• [Work to complete] For the records below, report how many lines include "lineWidth", with no accompanying text.

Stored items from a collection
┌────────
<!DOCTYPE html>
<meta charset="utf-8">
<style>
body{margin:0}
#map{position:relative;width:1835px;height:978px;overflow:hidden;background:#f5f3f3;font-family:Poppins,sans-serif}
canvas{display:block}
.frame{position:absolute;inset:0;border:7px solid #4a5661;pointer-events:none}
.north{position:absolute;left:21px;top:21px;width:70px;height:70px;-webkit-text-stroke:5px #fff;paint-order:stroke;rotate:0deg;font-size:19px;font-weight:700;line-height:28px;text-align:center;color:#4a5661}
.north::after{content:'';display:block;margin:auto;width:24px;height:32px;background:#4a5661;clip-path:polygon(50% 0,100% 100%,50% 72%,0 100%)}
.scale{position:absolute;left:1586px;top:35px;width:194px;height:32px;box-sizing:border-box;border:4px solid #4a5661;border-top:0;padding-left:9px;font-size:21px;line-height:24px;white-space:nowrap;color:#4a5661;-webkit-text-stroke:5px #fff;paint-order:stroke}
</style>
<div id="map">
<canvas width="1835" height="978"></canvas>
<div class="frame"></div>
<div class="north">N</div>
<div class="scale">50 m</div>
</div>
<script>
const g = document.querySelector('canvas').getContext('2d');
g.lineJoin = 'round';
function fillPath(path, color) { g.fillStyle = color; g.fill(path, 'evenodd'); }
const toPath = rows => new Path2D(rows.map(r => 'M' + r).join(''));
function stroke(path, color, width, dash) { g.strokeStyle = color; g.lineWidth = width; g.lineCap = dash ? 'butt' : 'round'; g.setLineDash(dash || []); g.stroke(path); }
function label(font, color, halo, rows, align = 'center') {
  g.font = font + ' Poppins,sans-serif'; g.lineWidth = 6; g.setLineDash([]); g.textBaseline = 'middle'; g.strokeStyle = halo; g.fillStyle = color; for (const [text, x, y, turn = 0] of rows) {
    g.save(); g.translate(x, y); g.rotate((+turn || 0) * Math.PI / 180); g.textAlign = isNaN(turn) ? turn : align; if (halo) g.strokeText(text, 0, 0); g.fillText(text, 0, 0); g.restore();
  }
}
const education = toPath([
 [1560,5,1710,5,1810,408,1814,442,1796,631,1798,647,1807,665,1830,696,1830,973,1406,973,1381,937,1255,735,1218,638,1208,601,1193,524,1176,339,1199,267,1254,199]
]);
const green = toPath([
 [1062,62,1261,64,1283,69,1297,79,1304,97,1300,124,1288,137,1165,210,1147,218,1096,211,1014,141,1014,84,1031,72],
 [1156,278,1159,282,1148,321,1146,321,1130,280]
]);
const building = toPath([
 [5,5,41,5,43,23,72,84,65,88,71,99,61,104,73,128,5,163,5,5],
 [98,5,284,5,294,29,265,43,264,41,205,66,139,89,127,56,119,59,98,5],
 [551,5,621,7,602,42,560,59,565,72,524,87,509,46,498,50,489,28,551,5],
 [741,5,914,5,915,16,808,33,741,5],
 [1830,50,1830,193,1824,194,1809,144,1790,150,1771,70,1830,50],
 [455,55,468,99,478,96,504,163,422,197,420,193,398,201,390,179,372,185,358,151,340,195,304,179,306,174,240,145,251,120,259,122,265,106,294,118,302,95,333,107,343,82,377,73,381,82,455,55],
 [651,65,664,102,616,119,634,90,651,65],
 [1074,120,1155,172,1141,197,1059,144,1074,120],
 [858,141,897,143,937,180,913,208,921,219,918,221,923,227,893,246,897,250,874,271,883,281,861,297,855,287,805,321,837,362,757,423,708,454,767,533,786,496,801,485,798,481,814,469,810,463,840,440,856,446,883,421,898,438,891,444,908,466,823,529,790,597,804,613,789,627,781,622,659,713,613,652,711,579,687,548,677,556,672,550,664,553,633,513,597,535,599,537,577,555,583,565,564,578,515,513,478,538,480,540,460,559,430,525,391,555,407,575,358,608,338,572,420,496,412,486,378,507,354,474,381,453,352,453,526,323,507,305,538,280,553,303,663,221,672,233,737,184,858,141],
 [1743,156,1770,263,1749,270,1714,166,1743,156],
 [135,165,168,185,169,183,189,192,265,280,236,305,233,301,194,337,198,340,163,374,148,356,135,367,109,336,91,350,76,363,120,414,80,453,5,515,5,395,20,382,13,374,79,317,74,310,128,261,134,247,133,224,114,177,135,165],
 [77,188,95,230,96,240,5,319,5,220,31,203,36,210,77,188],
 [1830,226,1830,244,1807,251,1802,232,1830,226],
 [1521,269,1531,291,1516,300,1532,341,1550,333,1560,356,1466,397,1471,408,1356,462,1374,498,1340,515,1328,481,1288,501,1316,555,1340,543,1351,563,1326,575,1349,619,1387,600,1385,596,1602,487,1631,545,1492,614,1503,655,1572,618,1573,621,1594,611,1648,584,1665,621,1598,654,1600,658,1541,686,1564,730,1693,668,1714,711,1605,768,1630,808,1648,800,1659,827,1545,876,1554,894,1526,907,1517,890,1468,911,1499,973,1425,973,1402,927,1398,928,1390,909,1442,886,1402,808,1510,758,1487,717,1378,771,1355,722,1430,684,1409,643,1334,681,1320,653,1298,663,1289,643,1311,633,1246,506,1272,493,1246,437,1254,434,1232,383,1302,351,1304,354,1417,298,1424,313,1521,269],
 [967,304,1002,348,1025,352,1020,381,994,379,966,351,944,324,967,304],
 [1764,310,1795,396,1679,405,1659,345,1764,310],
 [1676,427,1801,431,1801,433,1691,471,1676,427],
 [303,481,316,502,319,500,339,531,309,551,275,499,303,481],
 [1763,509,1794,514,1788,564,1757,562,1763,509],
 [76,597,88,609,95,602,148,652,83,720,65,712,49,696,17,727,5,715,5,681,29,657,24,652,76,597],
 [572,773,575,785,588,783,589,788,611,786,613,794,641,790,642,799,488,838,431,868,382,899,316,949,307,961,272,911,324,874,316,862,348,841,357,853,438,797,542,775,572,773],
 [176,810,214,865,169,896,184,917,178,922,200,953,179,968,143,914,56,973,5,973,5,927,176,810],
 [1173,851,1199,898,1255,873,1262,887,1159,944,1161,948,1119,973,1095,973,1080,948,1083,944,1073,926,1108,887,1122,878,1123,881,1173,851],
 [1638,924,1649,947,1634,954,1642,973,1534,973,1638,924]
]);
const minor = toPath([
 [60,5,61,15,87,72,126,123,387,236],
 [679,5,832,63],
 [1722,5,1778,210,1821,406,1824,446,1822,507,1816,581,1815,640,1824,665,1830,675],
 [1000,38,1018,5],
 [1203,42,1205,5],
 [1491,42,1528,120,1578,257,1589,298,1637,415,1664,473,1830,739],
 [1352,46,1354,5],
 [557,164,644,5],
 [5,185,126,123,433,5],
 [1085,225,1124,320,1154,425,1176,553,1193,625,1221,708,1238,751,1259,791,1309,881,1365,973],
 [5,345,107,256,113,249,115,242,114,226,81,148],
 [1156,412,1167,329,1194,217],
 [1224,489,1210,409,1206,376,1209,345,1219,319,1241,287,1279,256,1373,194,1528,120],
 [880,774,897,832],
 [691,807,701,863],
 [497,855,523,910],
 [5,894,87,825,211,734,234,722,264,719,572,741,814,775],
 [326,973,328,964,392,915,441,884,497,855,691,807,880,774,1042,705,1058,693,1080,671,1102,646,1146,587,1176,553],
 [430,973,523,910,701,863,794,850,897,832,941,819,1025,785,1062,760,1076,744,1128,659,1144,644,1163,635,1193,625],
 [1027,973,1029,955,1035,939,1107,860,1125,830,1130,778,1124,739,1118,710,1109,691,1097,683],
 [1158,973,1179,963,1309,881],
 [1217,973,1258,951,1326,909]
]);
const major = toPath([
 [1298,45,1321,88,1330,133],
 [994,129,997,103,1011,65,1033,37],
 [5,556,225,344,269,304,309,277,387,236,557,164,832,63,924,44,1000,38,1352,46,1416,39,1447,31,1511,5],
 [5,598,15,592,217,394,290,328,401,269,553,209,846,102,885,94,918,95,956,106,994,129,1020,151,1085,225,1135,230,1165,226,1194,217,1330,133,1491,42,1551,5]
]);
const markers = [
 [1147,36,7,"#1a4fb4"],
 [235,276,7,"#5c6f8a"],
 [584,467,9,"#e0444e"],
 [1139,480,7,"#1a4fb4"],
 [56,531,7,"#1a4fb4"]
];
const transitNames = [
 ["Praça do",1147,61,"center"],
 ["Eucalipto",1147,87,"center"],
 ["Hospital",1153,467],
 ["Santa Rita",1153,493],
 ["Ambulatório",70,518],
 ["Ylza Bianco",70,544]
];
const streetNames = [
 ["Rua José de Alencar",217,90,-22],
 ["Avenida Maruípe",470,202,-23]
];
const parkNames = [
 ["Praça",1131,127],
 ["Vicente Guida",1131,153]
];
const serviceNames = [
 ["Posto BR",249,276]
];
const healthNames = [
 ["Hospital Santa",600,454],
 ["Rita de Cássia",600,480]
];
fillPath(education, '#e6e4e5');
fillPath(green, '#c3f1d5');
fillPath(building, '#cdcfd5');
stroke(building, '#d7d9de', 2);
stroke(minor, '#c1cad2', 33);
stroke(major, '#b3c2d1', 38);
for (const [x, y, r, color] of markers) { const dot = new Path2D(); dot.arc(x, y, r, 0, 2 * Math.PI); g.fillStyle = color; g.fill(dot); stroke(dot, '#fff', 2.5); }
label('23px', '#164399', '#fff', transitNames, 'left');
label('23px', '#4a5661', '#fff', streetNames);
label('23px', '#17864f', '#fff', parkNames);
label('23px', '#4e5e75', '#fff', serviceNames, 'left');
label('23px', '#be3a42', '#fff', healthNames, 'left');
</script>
└────────
• [Output for this exercise] 2